◆ **TASK DIRECTIONS**
Where "controls" occurs in a line of the entries below, copy that line.

:::::

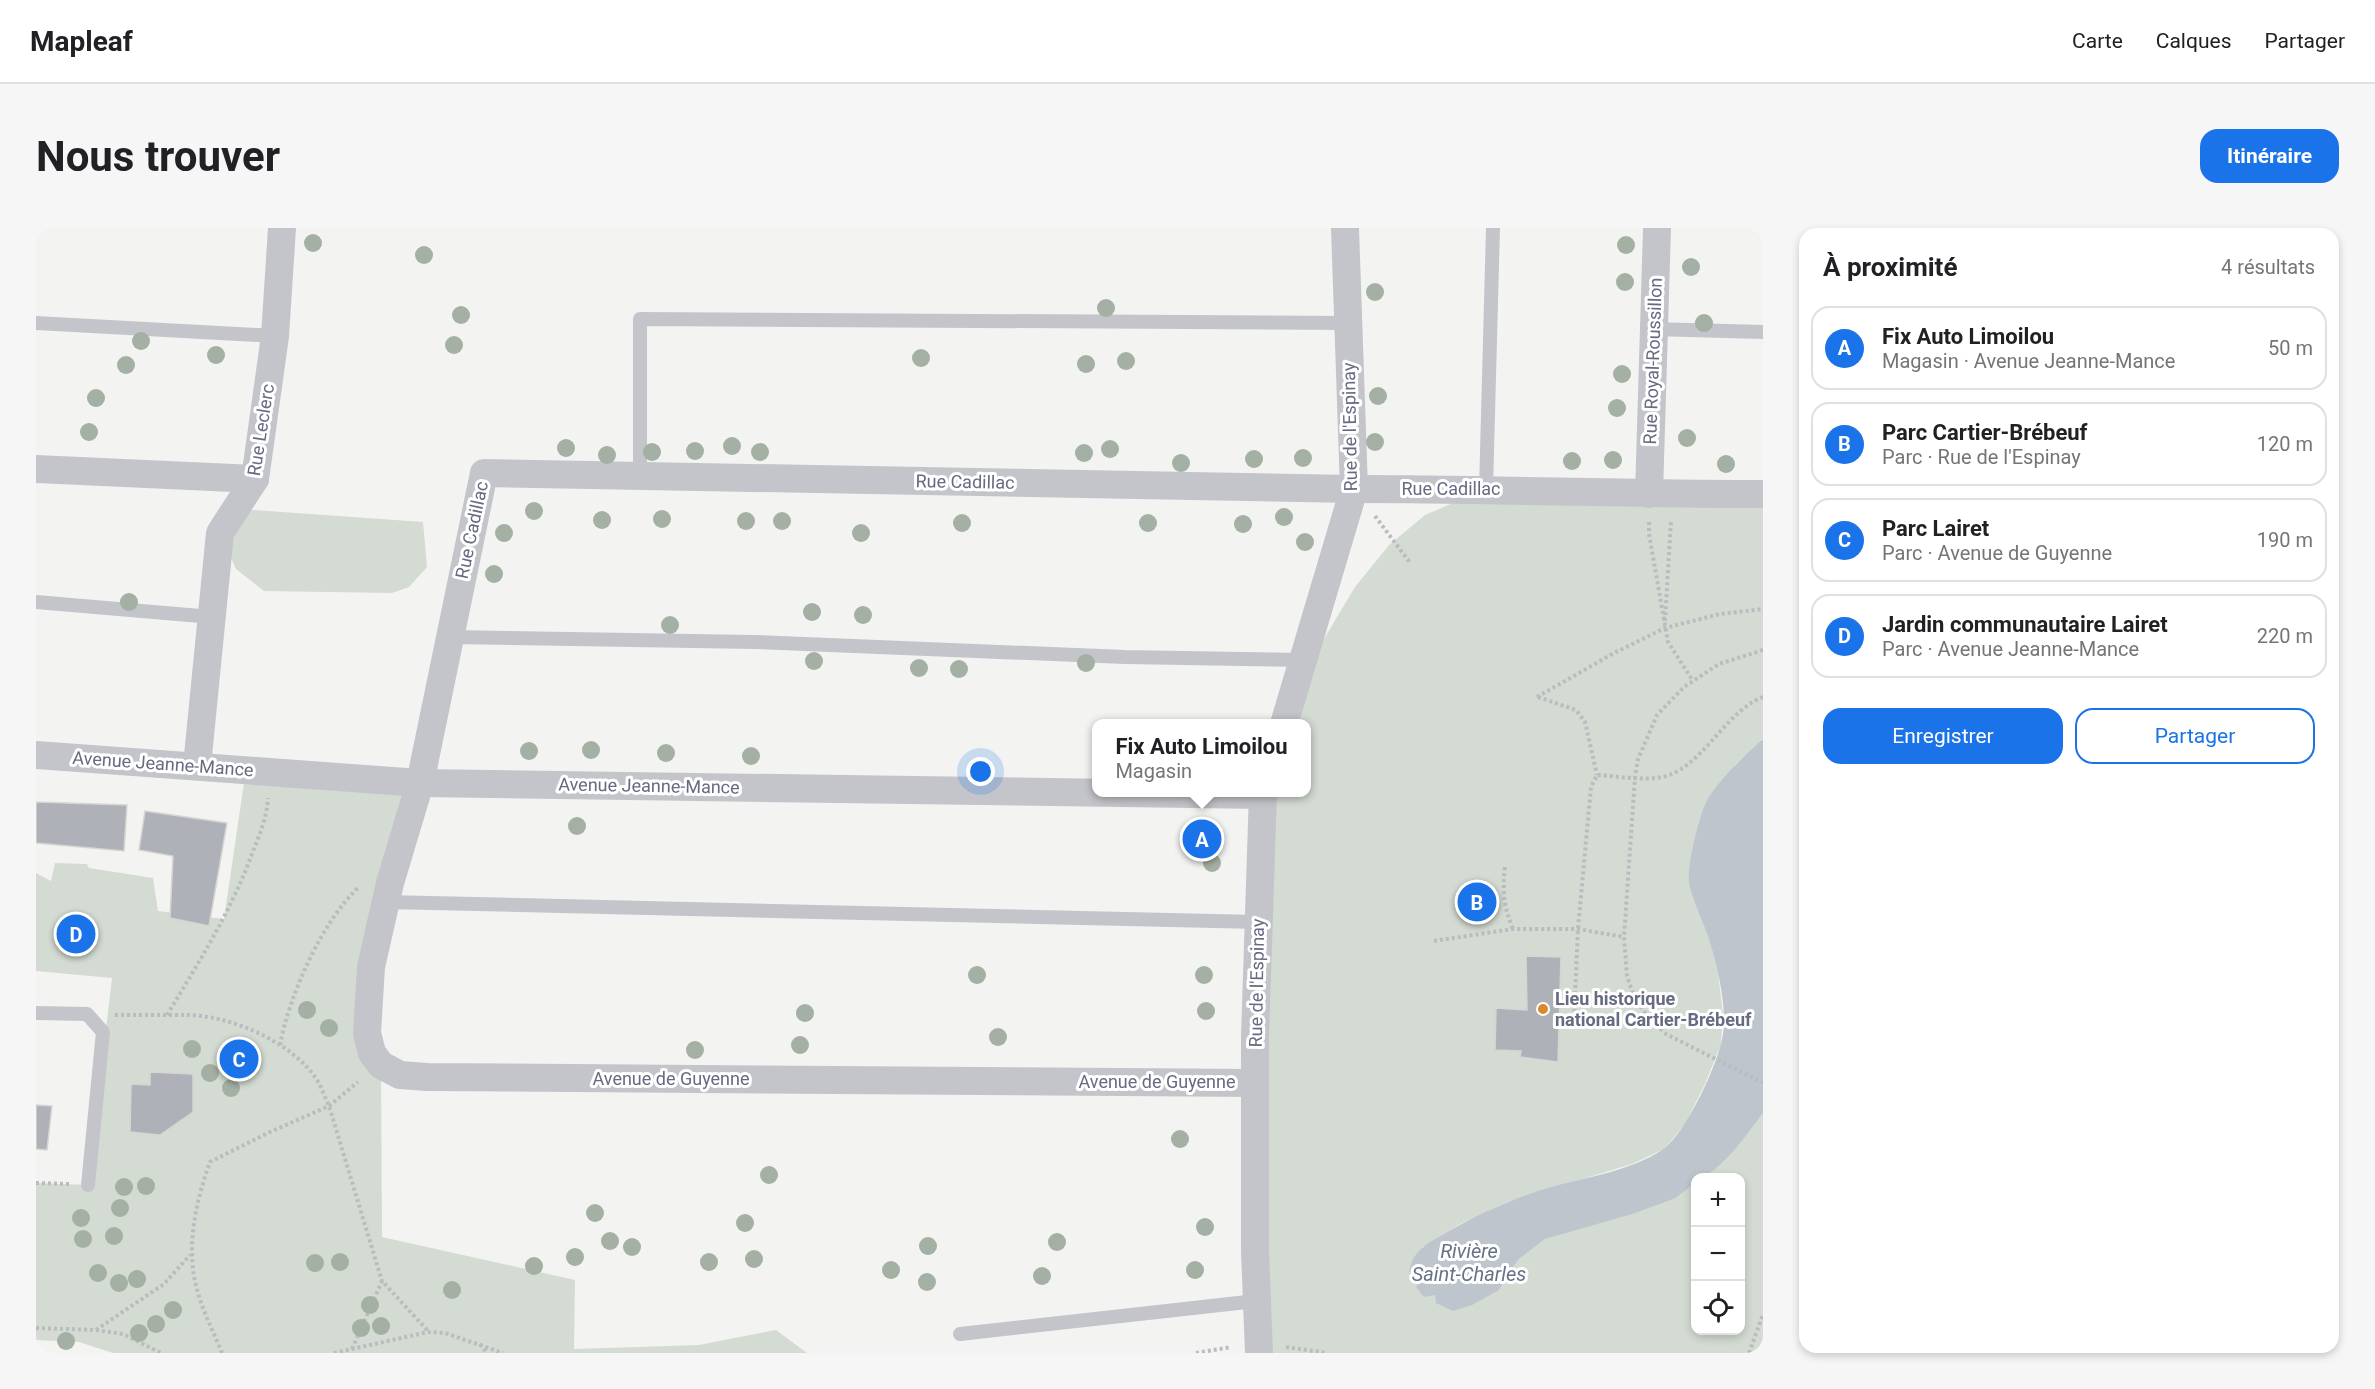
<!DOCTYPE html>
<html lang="fr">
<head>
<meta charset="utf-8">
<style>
  body { margin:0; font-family:Roboto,sans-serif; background:#f6f6f6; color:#202124 }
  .controls { position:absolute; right:18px; bottom:18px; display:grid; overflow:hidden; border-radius:12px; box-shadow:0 3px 9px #0003 }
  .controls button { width:54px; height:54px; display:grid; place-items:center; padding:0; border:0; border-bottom:2px solid #e0e0e0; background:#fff; color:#202124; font:30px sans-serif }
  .you { position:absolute; left:945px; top:544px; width:21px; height:21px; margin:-15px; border:4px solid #fff; border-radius:50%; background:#1a73e8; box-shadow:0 0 0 9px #1a73e833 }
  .badge { display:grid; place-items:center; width:39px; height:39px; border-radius:50%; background:#1a73e8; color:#fff; font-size:20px; font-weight:700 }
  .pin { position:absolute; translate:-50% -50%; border:3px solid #fff; box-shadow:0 2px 6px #0006 }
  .popup { position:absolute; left:1056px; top:491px; width:219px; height:78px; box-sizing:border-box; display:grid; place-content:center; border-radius:12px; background:#fff; filter:drop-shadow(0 2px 4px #0005); font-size:20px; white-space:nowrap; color:#757577 }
  .popup b { font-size:22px; color:#202124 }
  .popup::after { content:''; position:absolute; left:50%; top:100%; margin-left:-12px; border:12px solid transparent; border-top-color:#fff }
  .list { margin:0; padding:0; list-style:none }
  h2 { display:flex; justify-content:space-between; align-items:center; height:78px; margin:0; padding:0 24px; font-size:26px }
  h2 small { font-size:20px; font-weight:400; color:#757577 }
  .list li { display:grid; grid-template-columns:39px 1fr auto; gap:18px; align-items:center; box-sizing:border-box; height:84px; margin:0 12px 12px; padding:0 12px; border:2px solid #e0e0e0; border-radius:18px }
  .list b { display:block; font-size:22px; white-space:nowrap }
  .list p { margin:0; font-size:20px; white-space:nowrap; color:#757577 }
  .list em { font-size:20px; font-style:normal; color:#757577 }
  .actions { display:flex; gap:12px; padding:18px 24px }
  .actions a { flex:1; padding:14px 0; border:2px solid #1a73e8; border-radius:18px; text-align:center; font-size:21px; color:#1a73e8 }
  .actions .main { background:#1a73e8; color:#fff }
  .icon { flex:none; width:33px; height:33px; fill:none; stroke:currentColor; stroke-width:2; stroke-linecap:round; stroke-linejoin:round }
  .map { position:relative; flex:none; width:1727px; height:1125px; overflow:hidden; border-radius:18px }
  header { display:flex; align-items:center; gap:36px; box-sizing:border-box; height:84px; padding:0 30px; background:#fff; border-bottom:2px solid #e0e0e0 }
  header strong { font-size:28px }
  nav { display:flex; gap:33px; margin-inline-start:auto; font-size:21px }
  .intro { display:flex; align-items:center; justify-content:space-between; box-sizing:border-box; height:144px; padding:0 36px }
  h1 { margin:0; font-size:42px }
  .button { padding:15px 27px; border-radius:18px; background:#1a73e8; color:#fff; font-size:21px; font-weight:700 }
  main { display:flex; gap:36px; padding:0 36px }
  aside { flex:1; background:#fff; border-radius:18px; box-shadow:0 3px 9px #0003 }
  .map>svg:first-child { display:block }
</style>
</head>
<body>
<header>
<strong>Mapleaf</strong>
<nav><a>Carte</a><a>Calques</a><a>Partager</a></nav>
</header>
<div class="intro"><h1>Nous trouver</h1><a class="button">Itinéraire</a></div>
<main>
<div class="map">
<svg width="1727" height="1125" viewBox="0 0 1727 1125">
  <rect width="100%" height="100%" fill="#f3f4f1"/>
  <g fill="#d3dbd2">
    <polygon points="1450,261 1727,266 1727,512 1724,513 1700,536 1670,574 1653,654 1675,717 1682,746 1687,785 1685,816 1669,856 1649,896 1628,921 1596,936 1471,974 1424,996 1386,1019 1373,1044 1392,1045 1399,1067 1463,1062 1482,1032 1509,1011 1640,970 1659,955 1660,1102 1704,1102 1704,950 1667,949 1681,939 1727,885 1727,1125 1223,1125 1227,565 1271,564 1271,496 1248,495 1258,461 1319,359 1353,317 1389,287"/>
    <polygon points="188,280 387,294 391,339 373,359 356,365 228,363 200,341 186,309"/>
    <polygon points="210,541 384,555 335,739 345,837 346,1009 539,1052 538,1121 663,1117 740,1102 771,1125 77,1125 43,1114 0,1112 0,955 52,957 76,750 0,743 0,645 15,653 19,635 51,636 53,640 117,650 122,683 188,691"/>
  </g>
  <path fill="#bfc5cd" d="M1727,512V885C1714,902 1681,950 1660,950L1659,955L1640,970L1596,986L1509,1011L1482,1032L1463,1062L1436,1077L1417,1083L1400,1075L1399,1067L1388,1069L1380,1059L1391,1045L1373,1044C1378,1020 1391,1016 1411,1004C1444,985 1478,970 1515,959C1551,949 1594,943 1626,922C1634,917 1644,903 1649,895C1663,873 1678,841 1685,816C1693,786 1683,747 1675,718C1670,699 1656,672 1653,654C1651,637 1663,590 1670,574C1681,554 1707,529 1724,513Z"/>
  <g fill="#aeb1b8" stroke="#d5d6d3" stroke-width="1.5">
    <polygon points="0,574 91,577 88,623 0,615"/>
    <polygon points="109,583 191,595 173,698 134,690 137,628 103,622"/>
    <polygon points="1490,728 1525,729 1522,834 1484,829 1485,823 1459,822 1460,780 1491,782"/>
    <polygon points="114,844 157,846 157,884 124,907 94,904 95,856 114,857"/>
    <polygon points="0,877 16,878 11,922 0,921"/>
  </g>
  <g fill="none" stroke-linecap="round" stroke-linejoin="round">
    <g stroke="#bbbcbf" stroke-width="4" stroke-dasharray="3 3" stroke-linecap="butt">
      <polyline points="1339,288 1375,336"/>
      <polyline points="1613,294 1613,306 1632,414 1657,453"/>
      <polyline points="1629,393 1635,293"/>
      <polyline points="1727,422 1683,436 1648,459 1621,487 1602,531 1599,549 1588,709 1591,748 1598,769 1612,789 1630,806 1727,855"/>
      <polyline points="1501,469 1578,425 1629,400 1684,386 1727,381"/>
      <polyline points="1502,469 1540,482 1549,494 1561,547"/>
      <path d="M1469,639C1466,663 1468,679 1477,701"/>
      <polyline points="1398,713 1477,701 1542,701 1588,709"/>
      <path d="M79,787C102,787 125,787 148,787C192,786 257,814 281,852C286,860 289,870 293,878L346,1053"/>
      <path d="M131,787C163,734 196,682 217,623C224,606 231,589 232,570"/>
      <path d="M1538,790L1542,701L1555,559L1561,547C1581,548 1606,553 1626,549C1666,541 1688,484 1727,469"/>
      <path d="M244,817C253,768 286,693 323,659"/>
      <polyline points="0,955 34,956"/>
      <polyline points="0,1100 60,1102 87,1106 125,1125"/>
      <polyline points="60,1102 128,1056 154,1027"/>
      <polyline points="444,1116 451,1125"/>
      <polyline points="1250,1119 1291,1125"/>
      <polyline points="316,1121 346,1053 392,1103"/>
      <path d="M186,1125C178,1105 168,1086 162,1065C149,1023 159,975 174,934L234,904L293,878L322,854"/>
      <polyline points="298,1125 392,1104 409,1105 467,1125"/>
      <polyline points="1160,1125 1195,1119"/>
      <polyline points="1713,1125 1727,1086"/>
    </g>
    <g stroke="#c4c5ca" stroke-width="14">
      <polyline points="0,95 239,108"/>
      <polyline points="1617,101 1727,104"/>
      <polyline points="604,247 604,91 1312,95"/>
      <polyline points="1450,261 1457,0"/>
      <polyline points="0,374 176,389"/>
      <polyline points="414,409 719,414 1089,429 1267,432"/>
      <polyline points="349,674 1222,694"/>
      <polyline points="0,785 51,786 67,804 52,957"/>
      <polyline points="924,1106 1220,1073"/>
    </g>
    <g stroke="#c4c5ca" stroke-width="28">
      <polyline points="0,241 219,251"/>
      <polyline points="1613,266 1621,0"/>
      <polyline points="1248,496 1318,261 1309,0"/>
      <polyline points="0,527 384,555 1226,567"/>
      <polyline points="161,538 184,305 219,251 239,108 246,0"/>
      <path d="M1219,855L391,849L364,847L345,837L336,825L331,805L335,739L354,655L384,555L448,245L1318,261C1454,261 1591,266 1727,266"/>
      <polyline points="1223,1125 1219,1023 1219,809 1227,564"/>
    </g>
  </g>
  <g fill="#a4b0a4">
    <circle cx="277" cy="15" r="9"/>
    <circle cx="1590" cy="17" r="9"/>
    <circle cx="388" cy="27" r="9"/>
    <circle cx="1655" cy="39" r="9"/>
    <circle cx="1589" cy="54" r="9"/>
    <circle cx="1339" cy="64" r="9"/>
    <circle cx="1070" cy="80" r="9"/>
    <circle cx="425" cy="87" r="9"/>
    <circle cx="1668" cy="95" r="9"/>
    <circle cx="105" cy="113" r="9"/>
    <circle cx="418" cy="117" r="9"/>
    <circle cx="180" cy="127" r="9"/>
    <circle cx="885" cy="130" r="9"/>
    <circle cx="1090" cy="133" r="9"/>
    <circle cx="1050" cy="136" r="9"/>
    <circle cx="90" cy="137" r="9"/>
    <circle cx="1586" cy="146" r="9"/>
    <circle cx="1342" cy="168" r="9"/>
    <circle cx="60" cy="170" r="9"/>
    <circle cx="1581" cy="180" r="9"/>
    <circle cx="53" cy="204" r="9"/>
    <circle cx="1651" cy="210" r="9"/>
    <circle cx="1339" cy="214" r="9"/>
    <circle cx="696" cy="218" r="9"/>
    <circle cx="530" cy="220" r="9"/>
    <circle cx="1074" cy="221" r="9"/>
    <circle cx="659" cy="223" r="9"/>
    <circle cx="616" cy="224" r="9"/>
    <circle cx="724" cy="224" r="9"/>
    <circle cx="1048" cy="225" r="9"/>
    <circle cx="571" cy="227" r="9"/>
    <circle cx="1267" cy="230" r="9"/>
    <circle cx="1218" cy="231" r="9"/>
    <circle cx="1577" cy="232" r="9"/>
    <circle cx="1536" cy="233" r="9"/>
    <circle cx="1145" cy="235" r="9"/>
    <circle cx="1690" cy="236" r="9"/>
    <circle cx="498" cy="283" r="9"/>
    <circle cx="1248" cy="289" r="9"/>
    <circle cx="626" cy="291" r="9"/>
    <circle cx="566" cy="292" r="9"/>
    <circle cx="710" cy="293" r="9"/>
    <circle cx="746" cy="293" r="9"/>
    <circle cx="926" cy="295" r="9"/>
    <circle cx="1112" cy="295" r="9"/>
    <circle cx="1207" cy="296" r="9"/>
    <circle cx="468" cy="305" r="9"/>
    <circle cx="825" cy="305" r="9"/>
    <circle cx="1269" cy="314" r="9"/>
    <circle cx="458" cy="346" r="9"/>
    <circle cx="93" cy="374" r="9"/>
    <circle cx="776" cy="384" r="9"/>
    <circle cx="827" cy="387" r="9"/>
    <circle cx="634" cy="397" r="9"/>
    <circle cx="778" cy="433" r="9"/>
    <circle cx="1050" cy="435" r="9"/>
    <circle cx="883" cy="440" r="9"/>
    <circle cx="923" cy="441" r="9"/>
    <circle cx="555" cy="522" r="9"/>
    <circle cx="493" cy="523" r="9"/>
    <circle cx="630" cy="525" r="9"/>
    <circle cx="715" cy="528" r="9"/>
    <circle cx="541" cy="598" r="9"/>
    <circle cx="1172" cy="605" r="9"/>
    <circle cx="1176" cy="635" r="9"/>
    <circle cx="941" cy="747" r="9"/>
    <circle cx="1168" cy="747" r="9"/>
    <circle cx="271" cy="782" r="9"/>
    <circle cx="1170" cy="783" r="9"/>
    <circle cx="769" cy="785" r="9"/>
    <circle cx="293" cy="800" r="9"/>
    <circle cx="962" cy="809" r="9"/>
    <circle cx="764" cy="817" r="9"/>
    <circle cx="156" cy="821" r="9"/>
    <circle cx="659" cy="822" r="9"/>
    <circle cx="174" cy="845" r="9"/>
    <circle cx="195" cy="860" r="9"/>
    <circle cx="1144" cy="911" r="9"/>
    <circle cx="733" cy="947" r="9"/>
    <circle cx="110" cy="958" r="9"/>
    <circle cx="88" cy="959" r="9"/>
    <circle cx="84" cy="980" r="9"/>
    <circle cx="559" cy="985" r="9"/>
    <circle cx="45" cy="990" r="9"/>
    <circle cx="709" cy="995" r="9"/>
    <circle cx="1169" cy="999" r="9"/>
    <circle cx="78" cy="1008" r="9"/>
    <circle cx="47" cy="1011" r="9"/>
    <circle cx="574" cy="1013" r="9"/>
    <circle cx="1021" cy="1014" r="9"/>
    <circle cx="892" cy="1018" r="9"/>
    <circle cx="596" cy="1019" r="9"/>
    <circle cx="539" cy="1029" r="9"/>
    <circle cx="718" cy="1031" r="9"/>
    <circle cx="304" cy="1034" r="9"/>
    <circle cx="673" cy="1034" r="9"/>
    <circle cx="279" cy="1035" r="9"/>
    <circle cx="498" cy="1038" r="9"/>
    <circle cx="855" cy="1042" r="9"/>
    <circle cx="1159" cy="1042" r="9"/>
    <circle cx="62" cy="1045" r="9"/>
    <circle cx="1006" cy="1048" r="9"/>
    <circle cx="101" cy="1051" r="9"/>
    <circle cx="891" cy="1054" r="9"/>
    <circle cx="83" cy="1055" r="9"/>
    <circle cx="416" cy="1062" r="9"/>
    <circle cx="334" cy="1077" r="9"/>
    <circle cx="137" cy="1082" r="9"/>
    <circle cx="120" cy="1096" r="9"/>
    <circle cx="345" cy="1098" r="9"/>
    <circle cx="325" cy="1100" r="9"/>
    <circle cx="103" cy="1105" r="9"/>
    <circle cx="30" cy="1113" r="9"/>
  </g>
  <circle fill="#da8a2a" stroke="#fff" stroke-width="2" cx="1507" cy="781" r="6"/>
  <g text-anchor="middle" stroke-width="6" stroke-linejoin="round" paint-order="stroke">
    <g font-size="18" fill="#656b80" stroke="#fff">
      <text transform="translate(1617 133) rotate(-88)" y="6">Rue Royal-Roussillon</text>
      <text transform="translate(1314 199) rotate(-91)" y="6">Rue de l'Espinay</text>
      <text transform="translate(225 202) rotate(-81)" y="6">Rue Leclerc</text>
      <text transform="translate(929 254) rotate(1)" y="6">Rue Cadillac</text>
      <text x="1415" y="267">Rue Cadillac</text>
      <text transform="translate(436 302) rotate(-78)" y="6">Rue Cadillac</text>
      <text transform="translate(127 536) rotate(4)" y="6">Avenue Jeanne-Mance</text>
      <text transform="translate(613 558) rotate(1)" y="6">Avenue Jeanne-Mance</text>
      <text transform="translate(1221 755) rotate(-89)" y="6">Rue de l'Espinay</text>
      <text x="635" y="857">Avenue de Guyenne</text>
      <text x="1121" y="860">Avenue de Guyenne</text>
    </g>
    <g font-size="18" font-weight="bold" fill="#656b80" stroke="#fff" text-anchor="start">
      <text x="1519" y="777">Lieu historique<tspan x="1519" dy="21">national Cartier-Brébeuf</tspan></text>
    </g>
    <g font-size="20" font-style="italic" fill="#657385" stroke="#fff">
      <text x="1433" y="1030">Rivière<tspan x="1433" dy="23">Saint-Charles</tspan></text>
    </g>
  </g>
</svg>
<div class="controls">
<button>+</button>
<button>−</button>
<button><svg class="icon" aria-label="locate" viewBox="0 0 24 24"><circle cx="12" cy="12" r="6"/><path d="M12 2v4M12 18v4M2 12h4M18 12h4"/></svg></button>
</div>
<div class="you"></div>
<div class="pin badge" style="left:1166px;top:611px">A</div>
<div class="popup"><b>Fix Auto Limoilou</b>Magasin</div>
<div class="pin badge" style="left:1441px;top:674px">B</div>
<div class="pin badge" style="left:203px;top:831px">C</div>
<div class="pin badge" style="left:40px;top:706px">D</div>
</div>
<aside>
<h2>À proximité<small>4 résultats</small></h2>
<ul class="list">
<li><span class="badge">A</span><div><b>Fix Auto Limoilou</b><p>Magasin · Avenue Jeanne-Mance</p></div><em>50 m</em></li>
<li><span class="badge">B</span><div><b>Parc Cartier-Brébeuf</b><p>Parc · Rue de l'Espinay</p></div><em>120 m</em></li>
<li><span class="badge">C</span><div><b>Parc Lairet</b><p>Parc · Avenue de Guyenne</p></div><em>190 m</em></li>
<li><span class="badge">D</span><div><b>Jardin communautaire Lairet</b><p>Parc · Avenue Jeanne-Mance</p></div><em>220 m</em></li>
</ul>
<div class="actions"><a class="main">Enregistrer</a><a>Partager</a></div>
</aside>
</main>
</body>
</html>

:::::

◆ **COMPLETED EXERCISE**
  .controls { position:absolute; right:18px; bottom:18px; display:grid; overflow:hidden; border-radius:12px; box-shadow:0 3px 9px #0003 }
  .controls button { width:54px; height:54px; display:grid; place-items:center; padding:0; border:0; border-bottom:2px solid #e0e0e0; background:#fff; color:#202124; font:30px sans-serif }
<div class="controls">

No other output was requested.